Elena Molinari martedì 27 agosto 2013
Barack Obama si sente trascinato suo malgrado nel mezzo di una com­plessa guerra settaria in una del­le regioni più turbolente del pia­neta – che aveva promesso di e­vitare. E chiaramente non gli piace. Proprio quando sperava di aver messo un fermo limite all’interventismo americano nel mondo, soprattutto in quello a­rabo, il presidente statunitense potrebbe essere spinto ancora una volta a schierarvi la poten­za militare Usa.
Lui stesso un anno fa ha defini­to l’uso di armi chimiche da par­te di Assad una «linea rossa» il cui superamento avrebbe spin­to gli Stati Uniti all’azione. Ri­manere a guardare mentre il re­gime di Damasco sferra attac­chi al gas nervino su larga scala farebbe crollare la sua credibi­lità. Il mondo lo sta osservando. Ma questo è il presidente che, alla fine del suo primo mandato, a­veva promesso u­na politica estera dedicata a difen­dere gli interessi a­mericani nel mon­do e a intraprende­re azioni di con­certo con gli alleati e le Nazioni Unite.
Gli interessi Usa in Siria sono limitati, e la comunità in­ternazionale è divisa sull’op­portunità di un intervento.

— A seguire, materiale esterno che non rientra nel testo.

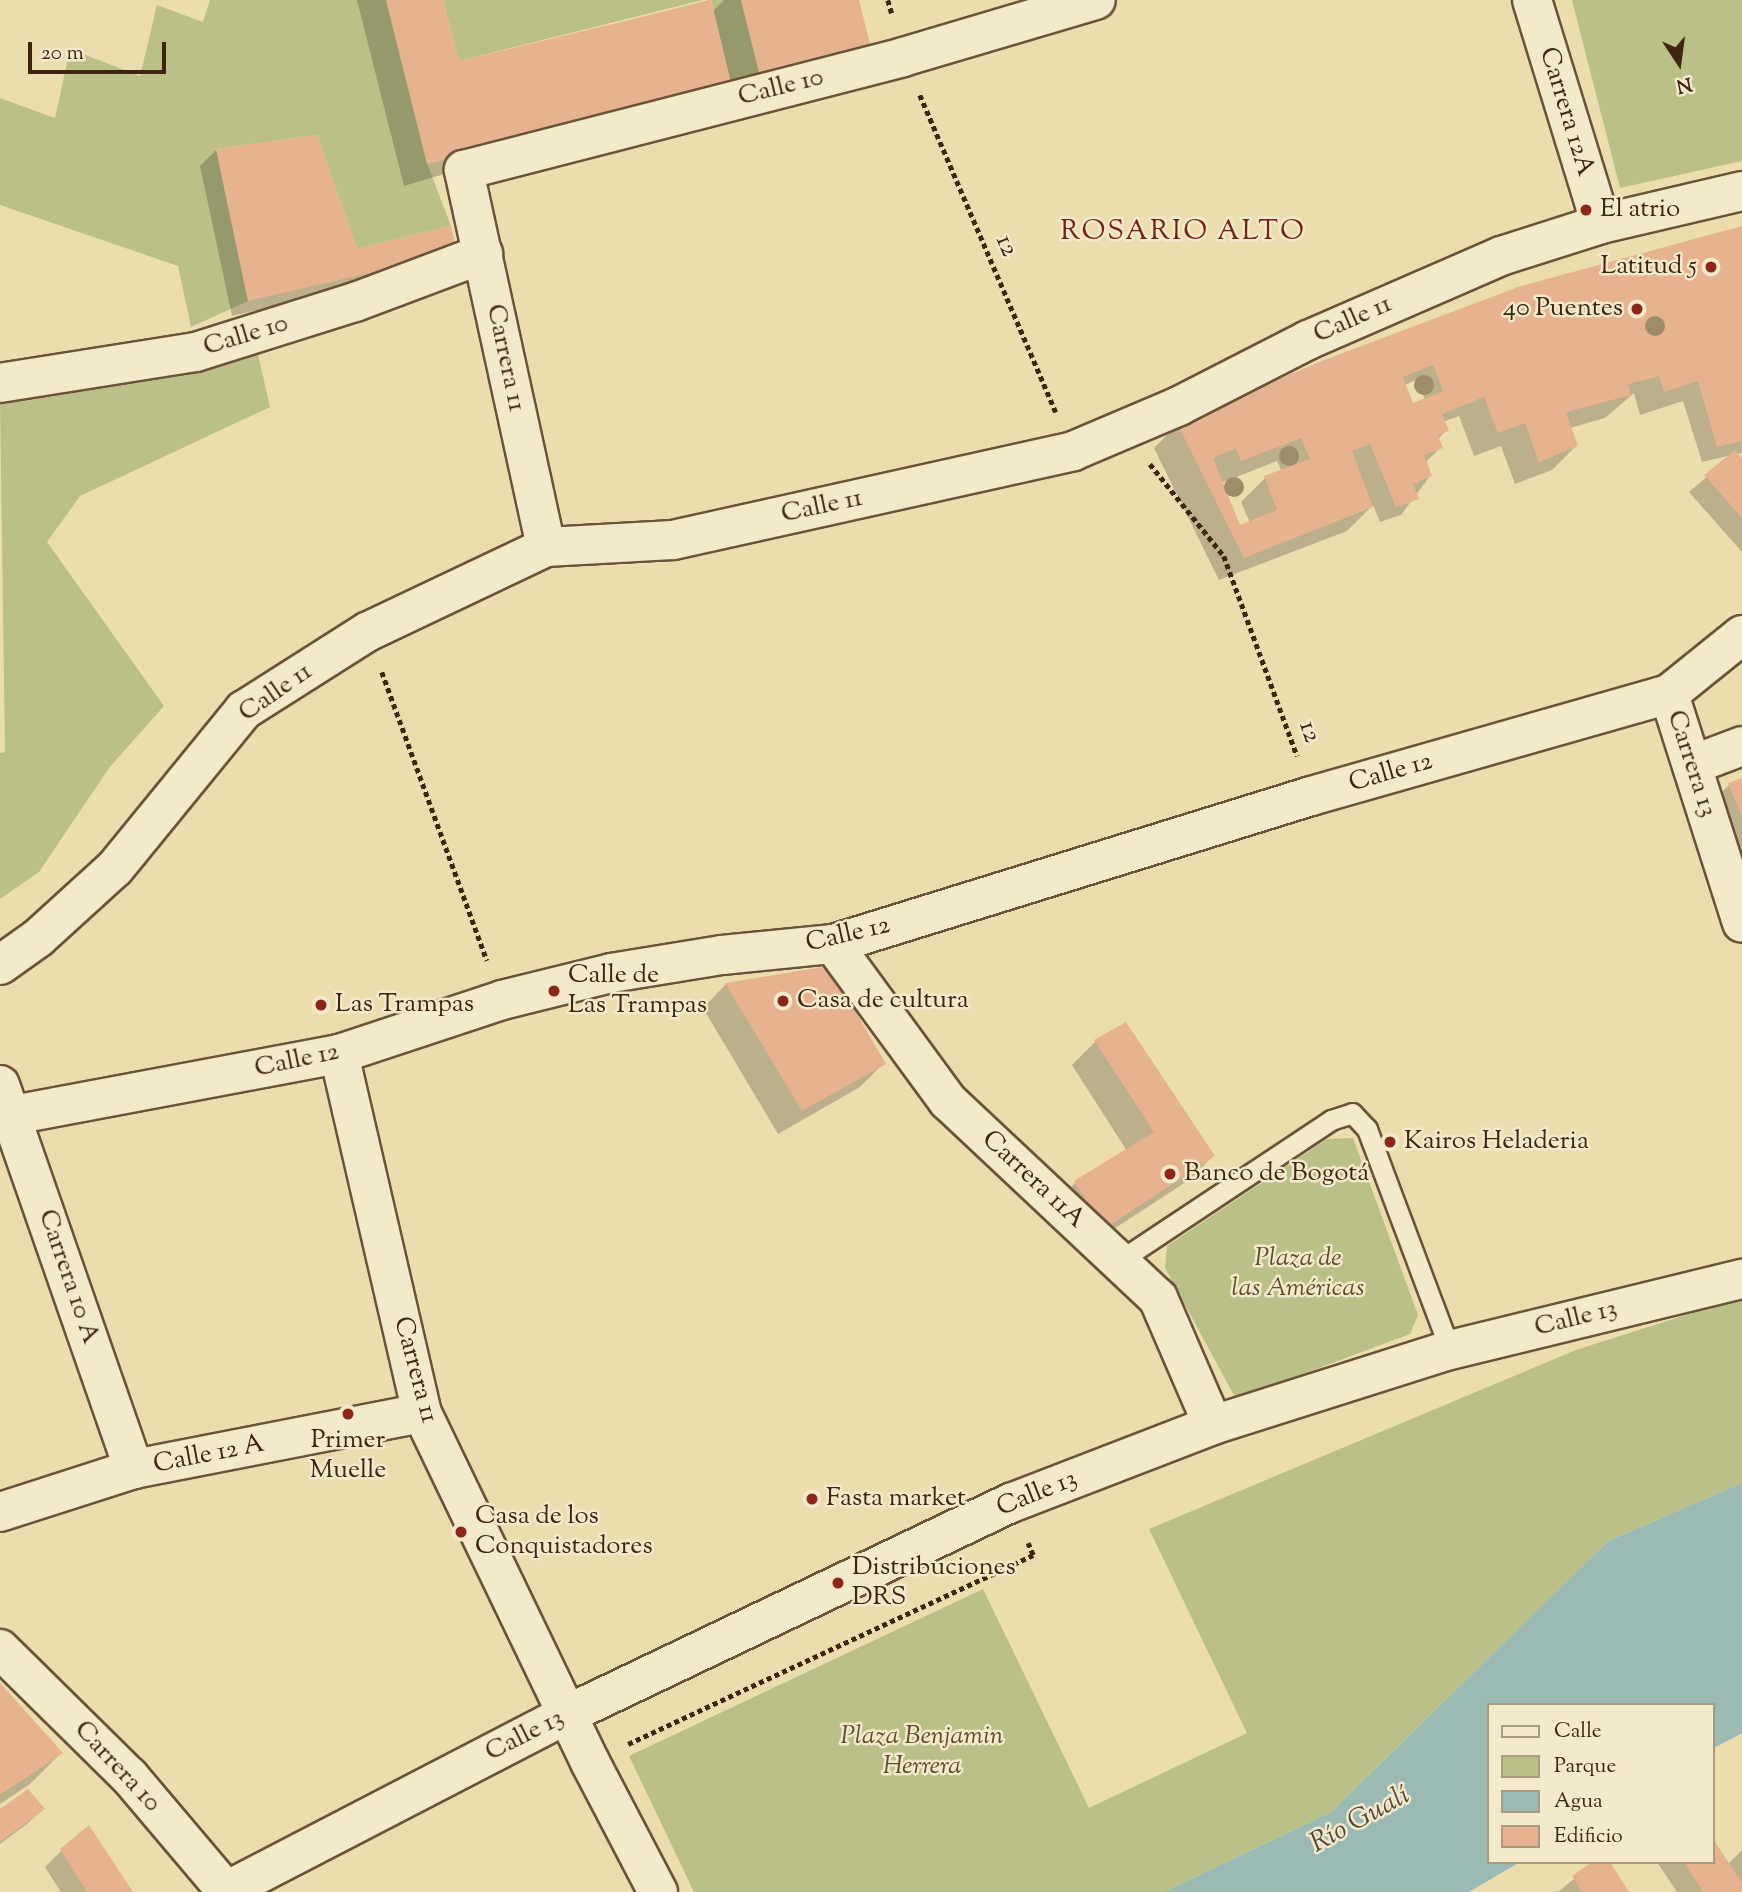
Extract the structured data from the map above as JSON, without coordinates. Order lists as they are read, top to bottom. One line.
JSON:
{"streets":{"street":["Calle 10","Carrera 12A","Calle 11","Carrera 11","Carrera 13","Calle 12","Carrera 11A","Carrera 10 A","Calle 13","Calle 12 A","Carrera 10"],"path":["12"]},"crossings":[["Calle 10","12"],["Calle 10","Carrera 11"],["Carrera 12A","Calle 11"],["12","Calle 11"],["12","Calle 12"],["Calle 11","Carrera 11"],["Carrera 11","Calle 12"],["Carrera 11","Calle 13"],["Carrera 11","Calle 12 A"],["Carrera 13","Calle 12"],["Calle 12","Carrera 11A"],["Calle 12","Carrera 10 A"],["Carrera 11A","Calle 13"],["Carrera 10 A","Calle 12 A"],["Calle 13","Carrera 10"]],"districts":["ROSARIO ALTO"],"water":["Río Gualí"],"parks":["Plaza de las Américas","Plaza Benjamin Herrera"],"places":["El atrio","Latitud 5","40 Puentes","Calle de Las Trampas","Casa de cultura","Las Trampas","Kairos Heladeria","Banco de Bogotá","Primer Muelle","Fasta market","Casa de los Conquistadores","Distribuciones DRS"],"legend":["Calle","Parque","Agua","Edificio"],"scale_bar":"20 m","north":"bottom"}
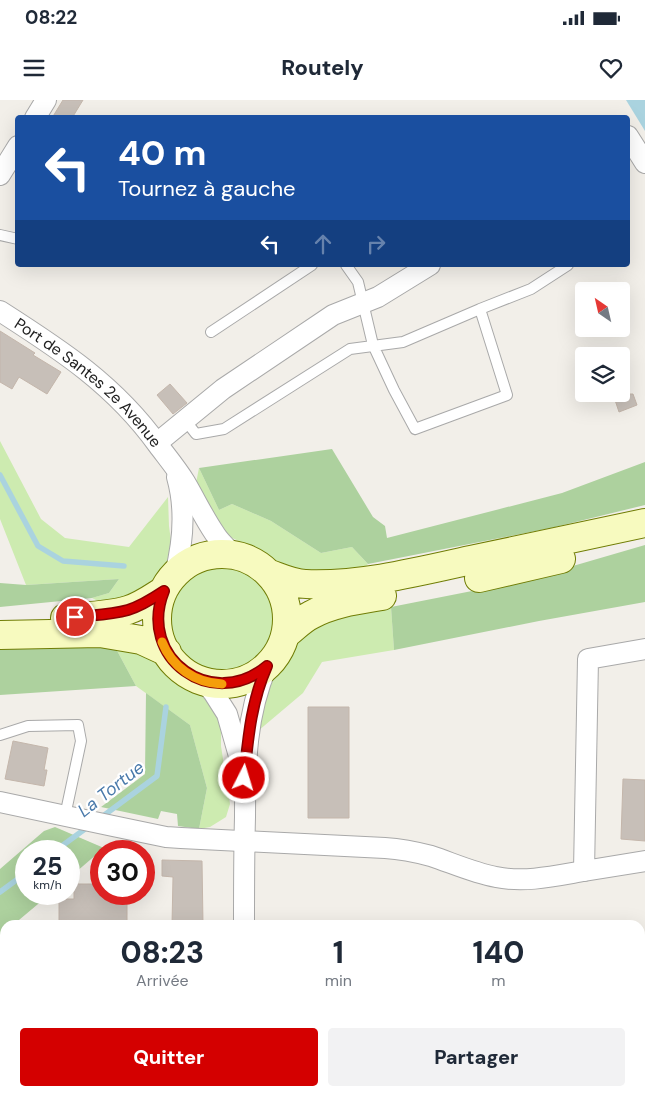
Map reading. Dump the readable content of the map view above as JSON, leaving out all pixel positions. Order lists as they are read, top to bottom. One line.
{"streets":{"street":["Port de Santes 2e Avenue"]},"water":["La Tortue"],"north":"top left","page":{"status":"08:22","header":"Routely","turn":["40 m","Tournez à gauche"],"speed":"25 km/h","limit":"30","eta":["08:23","Arrivée","1","min","140","m"],"buttons":["Quitter","Partager"]}}
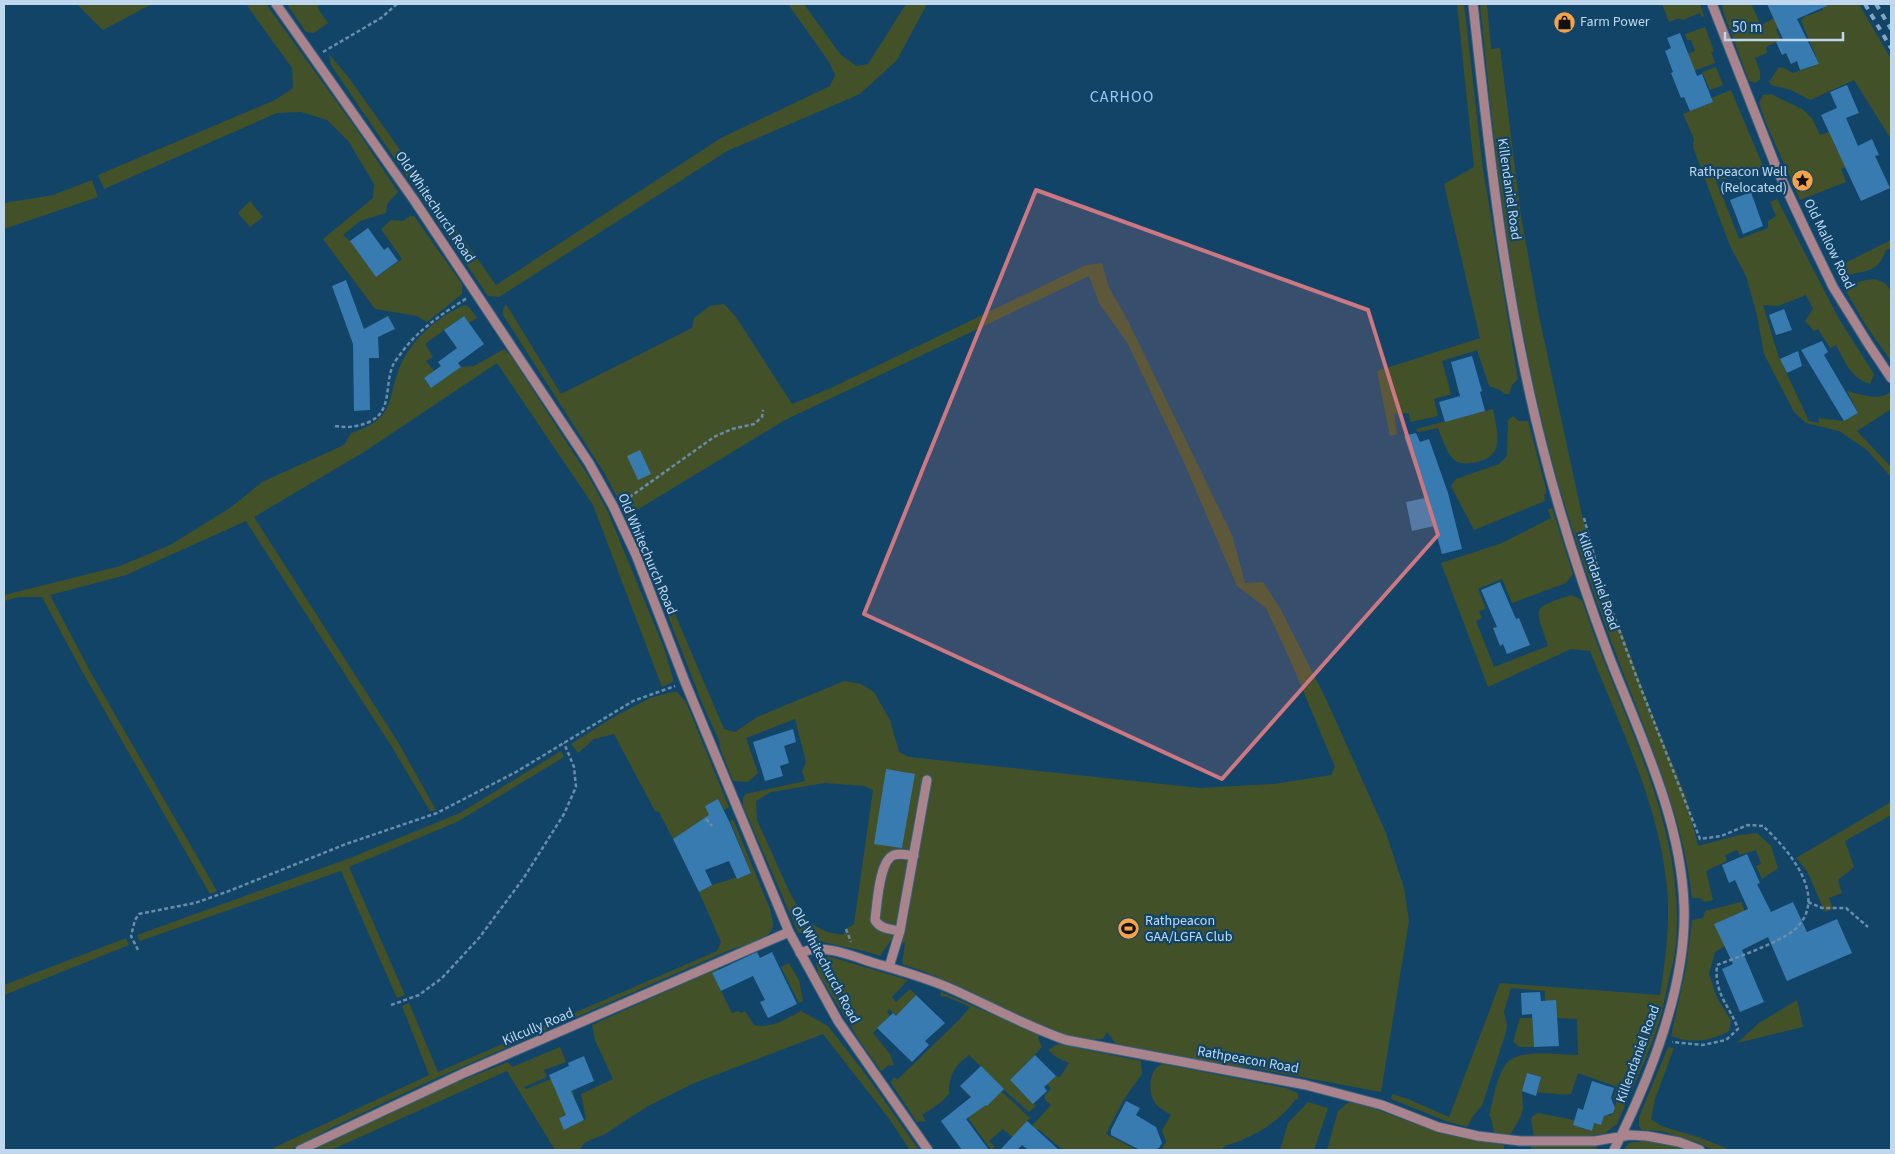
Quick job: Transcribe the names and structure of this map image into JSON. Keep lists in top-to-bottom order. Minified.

O­bama ha anche imparato, cer­cando di sbrogliare la matassa dell’Iraq e dell’Afganistan, che il coinvolgimento militare Usa in Medio Oriente non funziona be­ne, né per gli americani, né per i Paesi coinvolti. I cosiddetti “interventi chirurgi­ci” calibrati per colpire gli arsenali di regimi nemici non sono mai ab­bastanza precisi da evitare enormi danni collaterali alla popolazione civile, specialmen­te in città densamente popola­te come quelle siriane. In questo senso, lo hanno avvertito i ge­nerali, la Siria non è la Libia. I­noltre c’è l’opinione pubblica statunitense con cui fare i con­ti.
Il 60% degli americani non vuole mandare altri soldati Usa in terra araba, e vuole solo chiu­dere del tutto il capitolo afgha­no. Stando ai sondaggi, più di metà dei cittadini Usa sono in­fastiditi dal ricorso di Obama a ultimatum che potrebbero co­stringerlo all’azione. In Con­gresso, al contrario, si stanno moltiplicando le voci bellicose, soprattutto di senatori che, co­me John McCain, vedono un af­fronto nella spudoratezza con cui Damasco ignora gli avverti­mento di Washington. Obama vuol far sapere ad Assad, e allo stesso tempo a Teheran, che la sua pazienza è finita. Ma non vuole immischiarsi in un conflitto che non gli appartie­ne.